## Data shown
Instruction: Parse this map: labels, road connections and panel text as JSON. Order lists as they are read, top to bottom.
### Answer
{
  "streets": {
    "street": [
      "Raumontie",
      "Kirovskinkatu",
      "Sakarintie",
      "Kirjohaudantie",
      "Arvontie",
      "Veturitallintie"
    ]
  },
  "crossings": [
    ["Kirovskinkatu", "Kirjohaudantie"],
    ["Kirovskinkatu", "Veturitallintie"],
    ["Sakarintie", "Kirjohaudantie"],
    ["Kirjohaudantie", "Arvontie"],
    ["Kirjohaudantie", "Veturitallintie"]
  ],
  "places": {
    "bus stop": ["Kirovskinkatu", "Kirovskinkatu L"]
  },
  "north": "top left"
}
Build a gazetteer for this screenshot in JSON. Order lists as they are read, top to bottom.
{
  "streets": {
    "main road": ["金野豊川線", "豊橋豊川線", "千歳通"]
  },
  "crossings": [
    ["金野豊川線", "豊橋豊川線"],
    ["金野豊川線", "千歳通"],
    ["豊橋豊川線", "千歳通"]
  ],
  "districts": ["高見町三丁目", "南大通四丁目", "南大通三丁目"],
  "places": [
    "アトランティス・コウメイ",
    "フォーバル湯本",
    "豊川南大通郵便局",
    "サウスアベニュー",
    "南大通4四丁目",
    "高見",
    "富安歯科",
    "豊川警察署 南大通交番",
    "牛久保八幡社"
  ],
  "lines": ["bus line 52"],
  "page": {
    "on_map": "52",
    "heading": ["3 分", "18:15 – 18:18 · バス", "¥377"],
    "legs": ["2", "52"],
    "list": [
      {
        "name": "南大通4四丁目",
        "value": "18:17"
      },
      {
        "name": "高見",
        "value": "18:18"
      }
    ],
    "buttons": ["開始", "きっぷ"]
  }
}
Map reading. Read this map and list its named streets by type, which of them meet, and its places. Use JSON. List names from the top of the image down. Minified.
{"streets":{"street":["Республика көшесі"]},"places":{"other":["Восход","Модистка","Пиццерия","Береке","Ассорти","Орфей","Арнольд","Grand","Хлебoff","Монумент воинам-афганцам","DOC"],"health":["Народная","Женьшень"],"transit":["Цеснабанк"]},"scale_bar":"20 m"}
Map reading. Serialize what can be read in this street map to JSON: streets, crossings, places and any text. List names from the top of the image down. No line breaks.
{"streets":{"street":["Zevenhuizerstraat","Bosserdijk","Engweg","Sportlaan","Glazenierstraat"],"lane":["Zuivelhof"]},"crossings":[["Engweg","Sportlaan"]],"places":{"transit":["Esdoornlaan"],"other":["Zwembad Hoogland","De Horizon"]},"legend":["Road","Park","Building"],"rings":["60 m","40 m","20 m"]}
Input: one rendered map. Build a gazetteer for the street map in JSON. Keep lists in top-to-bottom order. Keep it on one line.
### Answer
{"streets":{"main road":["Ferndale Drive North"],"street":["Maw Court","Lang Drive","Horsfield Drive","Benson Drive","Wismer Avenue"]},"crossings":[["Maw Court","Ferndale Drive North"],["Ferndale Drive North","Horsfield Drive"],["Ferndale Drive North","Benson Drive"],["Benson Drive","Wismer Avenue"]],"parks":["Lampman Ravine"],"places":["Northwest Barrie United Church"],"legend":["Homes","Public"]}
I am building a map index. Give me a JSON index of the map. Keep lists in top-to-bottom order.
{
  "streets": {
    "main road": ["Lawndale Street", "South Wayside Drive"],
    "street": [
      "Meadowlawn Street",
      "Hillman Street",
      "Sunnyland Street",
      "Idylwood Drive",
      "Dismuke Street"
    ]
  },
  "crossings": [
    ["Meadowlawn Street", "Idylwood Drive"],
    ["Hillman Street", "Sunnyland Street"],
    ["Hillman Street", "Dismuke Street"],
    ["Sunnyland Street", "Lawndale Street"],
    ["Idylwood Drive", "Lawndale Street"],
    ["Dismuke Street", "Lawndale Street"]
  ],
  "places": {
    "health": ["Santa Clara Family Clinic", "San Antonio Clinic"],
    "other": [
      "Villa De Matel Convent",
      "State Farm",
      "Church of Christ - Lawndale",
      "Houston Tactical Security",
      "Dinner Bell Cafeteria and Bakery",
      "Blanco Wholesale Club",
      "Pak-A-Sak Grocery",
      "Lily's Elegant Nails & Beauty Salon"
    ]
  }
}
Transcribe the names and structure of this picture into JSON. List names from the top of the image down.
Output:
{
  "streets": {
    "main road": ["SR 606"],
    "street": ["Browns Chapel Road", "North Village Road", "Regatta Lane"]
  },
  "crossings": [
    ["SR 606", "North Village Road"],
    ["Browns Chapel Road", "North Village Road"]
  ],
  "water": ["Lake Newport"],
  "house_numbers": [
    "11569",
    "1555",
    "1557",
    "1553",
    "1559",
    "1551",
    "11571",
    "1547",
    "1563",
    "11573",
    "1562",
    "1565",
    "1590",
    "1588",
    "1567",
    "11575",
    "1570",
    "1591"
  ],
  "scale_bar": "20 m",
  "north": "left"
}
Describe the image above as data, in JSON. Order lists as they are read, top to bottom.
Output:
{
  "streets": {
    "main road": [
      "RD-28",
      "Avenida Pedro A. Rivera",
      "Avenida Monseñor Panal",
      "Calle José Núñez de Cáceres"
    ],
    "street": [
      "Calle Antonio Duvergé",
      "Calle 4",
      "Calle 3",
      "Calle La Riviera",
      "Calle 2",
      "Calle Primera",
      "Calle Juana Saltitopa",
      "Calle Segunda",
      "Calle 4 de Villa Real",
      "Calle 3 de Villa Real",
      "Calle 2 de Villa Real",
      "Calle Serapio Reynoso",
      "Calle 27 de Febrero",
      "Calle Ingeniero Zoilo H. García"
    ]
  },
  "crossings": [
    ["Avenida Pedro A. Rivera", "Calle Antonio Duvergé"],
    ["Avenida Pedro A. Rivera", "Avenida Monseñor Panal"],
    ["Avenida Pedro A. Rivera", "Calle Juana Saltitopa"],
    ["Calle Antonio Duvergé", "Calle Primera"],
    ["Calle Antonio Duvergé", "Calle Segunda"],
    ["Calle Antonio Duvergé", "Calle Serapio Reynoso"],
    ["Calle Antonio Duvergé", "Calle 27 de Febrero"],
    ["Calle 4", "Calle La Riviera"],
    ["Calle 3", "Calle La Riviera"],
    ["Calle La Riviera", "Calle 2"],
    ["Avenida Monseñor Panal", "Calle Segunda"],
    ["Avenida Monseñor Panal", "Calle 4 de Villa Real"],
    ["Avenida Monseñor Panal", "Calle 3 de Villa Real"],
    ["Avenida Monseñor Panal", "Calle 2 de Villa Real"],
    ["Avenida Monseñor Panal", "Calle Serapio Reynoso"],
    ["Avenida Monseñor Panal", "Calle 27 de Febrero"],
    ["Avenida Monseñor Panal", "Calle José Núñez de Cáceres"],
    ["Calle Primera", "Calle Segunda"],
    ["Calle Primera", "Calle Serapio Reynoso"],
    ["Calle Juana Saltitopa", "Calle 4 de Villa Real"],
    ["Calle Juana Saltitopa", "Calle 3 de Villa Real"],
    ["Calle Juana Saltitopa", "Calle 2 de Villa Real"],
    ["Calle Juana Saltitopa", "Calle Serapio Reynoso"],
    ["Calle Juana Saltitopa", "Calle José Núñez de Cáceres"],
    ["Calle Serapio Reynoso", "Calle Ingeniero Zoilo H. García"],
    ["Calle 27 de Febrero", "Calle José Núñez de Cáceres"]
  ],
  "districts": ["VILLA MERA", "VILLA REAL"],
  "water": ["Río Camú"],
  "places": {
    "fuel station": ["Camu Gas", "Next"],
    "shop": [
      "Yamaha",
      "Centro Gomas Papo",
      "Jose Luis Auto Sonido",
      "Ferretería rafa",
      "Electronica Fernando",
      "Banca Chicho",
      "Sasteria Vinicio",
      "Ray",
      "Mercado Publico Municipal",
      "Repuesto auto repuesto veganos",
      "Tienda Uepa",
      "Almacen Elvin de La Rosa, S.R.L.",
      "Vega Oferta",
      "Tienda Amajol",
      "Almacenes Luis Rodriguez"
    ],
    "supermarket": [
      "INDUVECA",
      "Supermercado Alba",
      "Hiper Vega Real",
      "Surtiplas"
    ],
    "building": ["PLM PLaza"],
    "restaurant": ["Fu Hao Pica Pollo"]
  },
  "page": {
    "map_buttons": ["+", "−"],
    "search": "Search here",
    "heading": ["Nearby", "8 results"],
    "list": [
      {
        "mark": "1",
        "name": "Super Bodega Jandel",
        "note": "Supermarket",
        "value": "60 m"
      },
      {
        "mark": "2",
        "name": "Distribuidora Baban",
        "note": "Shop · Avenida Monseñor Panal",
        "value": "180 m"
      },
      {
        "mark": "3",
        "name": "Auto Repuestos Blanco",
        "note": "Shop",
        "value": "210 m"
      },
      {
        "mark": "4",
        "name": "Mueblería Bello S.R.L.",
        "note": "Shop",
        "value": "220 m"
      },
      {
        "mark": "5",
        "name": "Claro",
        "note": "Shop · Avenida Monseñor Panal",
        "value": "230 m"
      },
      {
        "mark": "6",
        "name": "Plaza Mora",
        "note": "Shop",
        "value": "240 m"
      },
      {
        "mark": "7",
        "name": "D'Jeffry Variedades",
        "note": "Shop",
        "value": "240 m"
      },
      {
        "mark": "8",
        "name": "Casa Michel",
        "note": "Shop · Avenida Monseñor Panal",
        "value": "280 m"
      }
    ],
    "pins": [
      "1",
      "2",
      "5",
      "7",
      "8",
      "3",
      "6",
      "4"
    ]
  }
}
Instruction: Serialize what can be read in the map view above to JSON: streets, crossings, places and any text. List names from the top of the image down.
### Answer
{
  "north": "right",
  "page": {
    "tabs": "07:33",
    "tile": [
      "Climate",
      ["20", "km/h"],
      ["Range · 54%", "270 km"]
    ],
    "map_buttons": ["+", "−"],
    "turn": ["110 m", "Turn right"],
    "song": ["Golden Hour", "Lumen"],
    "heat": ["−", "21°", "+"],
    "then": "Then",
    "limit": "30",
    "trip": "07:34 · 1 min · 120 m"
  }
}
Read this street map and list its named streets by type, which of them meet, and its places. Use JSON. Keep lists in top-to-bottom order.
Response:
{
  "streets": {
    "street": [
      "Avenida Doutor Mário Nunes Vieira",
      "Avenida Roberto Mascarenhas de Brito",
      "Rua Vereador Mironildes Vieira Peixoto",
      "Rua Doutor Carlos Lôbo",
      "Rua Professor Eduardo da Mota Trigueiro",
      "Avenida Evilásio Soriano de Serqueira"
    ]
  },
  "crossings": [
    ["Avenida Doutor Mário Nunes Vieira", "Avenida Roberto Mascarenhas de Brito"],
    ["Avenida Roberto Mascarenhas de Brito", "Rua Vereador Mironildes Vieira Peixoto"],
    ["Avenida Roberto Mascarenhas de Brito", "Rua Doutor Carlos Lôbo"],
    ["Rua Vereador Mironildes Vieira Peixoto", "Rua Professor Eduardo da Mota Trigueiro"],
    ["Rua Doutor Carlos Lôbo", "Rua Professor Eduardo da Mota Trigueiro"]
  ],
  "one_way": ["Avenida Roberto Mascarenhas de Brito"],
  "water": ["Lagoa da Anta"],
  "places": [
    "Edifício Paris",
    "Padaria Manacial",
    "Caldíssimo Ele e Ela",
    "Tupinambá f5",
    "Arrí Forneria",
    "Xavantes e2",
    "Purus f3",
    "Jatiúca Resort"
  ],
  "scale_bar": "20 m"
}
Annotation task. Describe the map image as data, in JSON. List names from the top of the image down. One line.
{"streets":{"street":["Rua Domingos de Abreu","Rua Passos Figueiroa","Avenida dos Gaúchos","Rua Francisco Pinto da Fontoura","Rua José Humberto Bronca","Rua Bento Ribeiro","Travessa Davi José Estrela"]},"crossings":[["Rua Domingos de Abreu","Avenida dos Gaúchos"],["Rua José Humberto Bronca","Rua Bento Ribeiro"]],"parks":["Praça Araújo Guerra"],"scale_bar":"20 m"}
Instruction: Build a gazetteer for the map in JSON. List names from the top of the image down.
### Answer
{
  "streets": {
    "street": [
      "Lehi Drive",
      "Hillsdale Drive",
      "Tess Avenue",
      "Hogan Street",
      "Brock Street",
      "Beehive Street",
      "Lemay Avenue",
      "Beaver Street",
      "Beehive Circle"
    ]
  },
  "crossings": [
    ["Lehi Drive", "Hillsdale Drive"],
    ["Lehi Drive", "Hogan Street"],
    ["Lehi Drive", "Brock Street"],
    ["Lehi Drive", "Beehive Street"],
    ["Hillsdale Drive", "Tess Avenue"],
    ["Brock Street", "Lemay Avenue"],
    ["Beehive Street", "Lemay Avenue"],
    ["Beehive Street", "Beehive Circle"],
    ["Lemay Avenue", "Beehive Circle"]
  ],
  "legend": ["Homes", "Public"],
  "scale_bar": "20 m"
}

## Aim of the task
Nothing beyond a number is expected: count the lines of the material that hold the string "Lawndale".

## Written response
5